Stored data
________________
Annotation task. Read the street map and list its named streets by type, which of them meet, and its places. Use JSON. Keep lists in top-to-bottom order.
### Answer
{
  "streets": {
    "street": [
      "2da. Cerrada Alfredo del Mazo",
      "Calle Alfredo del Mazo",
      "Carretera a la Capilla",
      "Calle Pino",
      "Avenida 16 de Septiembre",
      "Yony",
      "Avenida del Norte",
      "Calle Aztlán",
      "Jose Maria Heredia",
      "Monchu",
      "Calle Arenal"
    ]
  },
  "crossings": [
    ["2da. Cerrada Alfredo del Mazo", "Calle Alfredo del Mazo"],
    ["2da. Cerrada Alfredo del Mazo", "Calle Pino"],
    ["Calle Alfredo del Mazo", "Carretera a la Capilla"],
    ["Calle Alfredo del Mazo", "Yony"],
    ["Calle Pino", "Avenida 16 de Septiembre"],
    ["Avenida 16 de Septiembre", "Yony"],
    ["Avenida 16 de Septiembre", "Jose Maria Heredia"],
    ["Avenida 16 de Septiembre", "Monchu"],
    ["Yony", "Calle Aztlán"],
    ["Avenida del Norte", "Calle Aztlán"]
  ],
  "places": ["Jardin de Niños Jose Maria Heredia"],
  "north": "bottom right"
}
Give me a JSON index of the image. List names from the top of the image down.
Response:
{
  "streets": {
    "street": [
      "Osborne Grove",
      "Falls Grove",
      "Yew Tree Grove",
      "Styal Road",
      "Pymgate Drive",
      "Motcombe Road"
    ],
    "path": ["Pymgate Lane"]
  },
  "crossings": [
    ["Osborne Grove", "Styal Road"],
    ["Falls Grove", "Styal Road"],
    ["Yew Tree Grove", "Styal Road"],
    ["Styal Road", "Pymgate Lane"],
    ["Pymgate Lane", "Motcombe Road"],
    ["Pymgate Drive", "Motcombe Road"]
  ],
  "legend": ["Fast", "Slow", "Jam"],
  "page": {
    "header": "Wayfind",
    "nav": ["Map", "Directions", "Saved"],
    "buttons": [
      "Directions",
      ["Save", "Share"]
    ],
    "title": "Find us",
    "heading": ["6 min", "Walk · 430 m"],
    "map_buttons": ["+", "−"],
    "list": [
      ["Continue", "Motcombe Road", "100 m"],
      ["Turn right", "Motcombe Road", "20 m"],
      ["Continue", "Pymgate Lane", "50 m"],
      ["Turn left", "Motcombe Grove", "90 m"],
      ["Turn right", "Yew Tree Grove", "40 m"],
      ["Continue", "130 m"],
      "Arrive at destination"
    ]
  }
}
________________
Work order
Would you please reproduce all of the lines above exactly?

Response
Annotation task. Read the street map and list its named streets by type, which of them meet, and its places. Use JSON. Keep lists in top-to-bottom order.
### Answer
{
  "streets": {
    "street": [
      "2da. Cerrada Alfredo del Mazo",
      "Calle Alfredo del Mazo",
      "Carretera a la Capilla",
      "Calle Pino",
      "Avenida 16 de Septiembre",
      "Yony",
      "Avenida del Norte",
      "Calle Aztlán",
      "Jose Maria Heredia",
      "Monchu",
      "Calle Arenal"
    ]
  },
  "crossings": [
    ["2da. Cerrada Alfredo del Mazo", "Calle Alfredo del Mazo"],
    ["2da. Cerrada Alfredo del Mazo", "Calle Pino"],
    ["Calle Alfredo del Mazo", "Carretera a la Capilla"],
    ["Calle Alfredo del Mazo", "Yony"],
    ["Calle Pino", "Avenida 16 de Septiembre"],
    ["Avenida 16 de Septiembre", "Yony"],
    ["Avenida 16 de Septiembre", "Jose Maria Heredia"],
    ["Avenida 16 de Septiembre", "Monchu"],
    ["Yony", "Calle Aztlán"],
    ["Avenida del Norte", "Calle Aztlán"]
  ],
  "places": ["Jardin de Niños Jose Maria Heredia"],
  "north": "bottom right"
}
Give me a JSON index of the image. List names from the top of the image down.
Response:
{
  "streets": {
    "street": [
      "Osborne Grove",
      "Falls Grove",
      "Yew Tree Grove",
      "Styal Road",
      "Pymgate Drive",
      "Motcombe Road"
    ],
    "path": ["Pymgate Lane"]
  },
  "crossings": [
    ["Osborne Grove", "Styal Road"],
    ["Falls Grove", "Styal Road"],
    ["Yew Tree Grove", "Styal Road"],
    ["Styal Road", "Pymgate Lane"],
    ["Pymgate Lane", "Motcombe Road"],
    ["Pymgate Drive", "Motcombe Road"]
  ],
  "legend": ["Fast", "Slow", "Jam"],
  "page": {
    "header": "Wayfind",
    "nav": ["Map", "Directions", "Saved"],
    "buttons": [
      "Directions",
      ["Save", "Share"]
    ],
    "title": "Find us",
    "heading": ["6 min", "Walk · 430 m"],
    "map_buttons": ["+", "−"],
    "list": [
      ["Continue", "Motcombe Road", "100 m"],
      ["Turn right", "Motcombe Road", "20 m"],
      ["Continue", "Pymgate Lane", "50 m"],
      ["Turn left", "Motcombe Grove", "90 m"],
      ["Turn right", "Yew Tree Grove", "40 m"],
      ["Continue", "130 m"],
      "Arrive at destination"
    ]
  }
}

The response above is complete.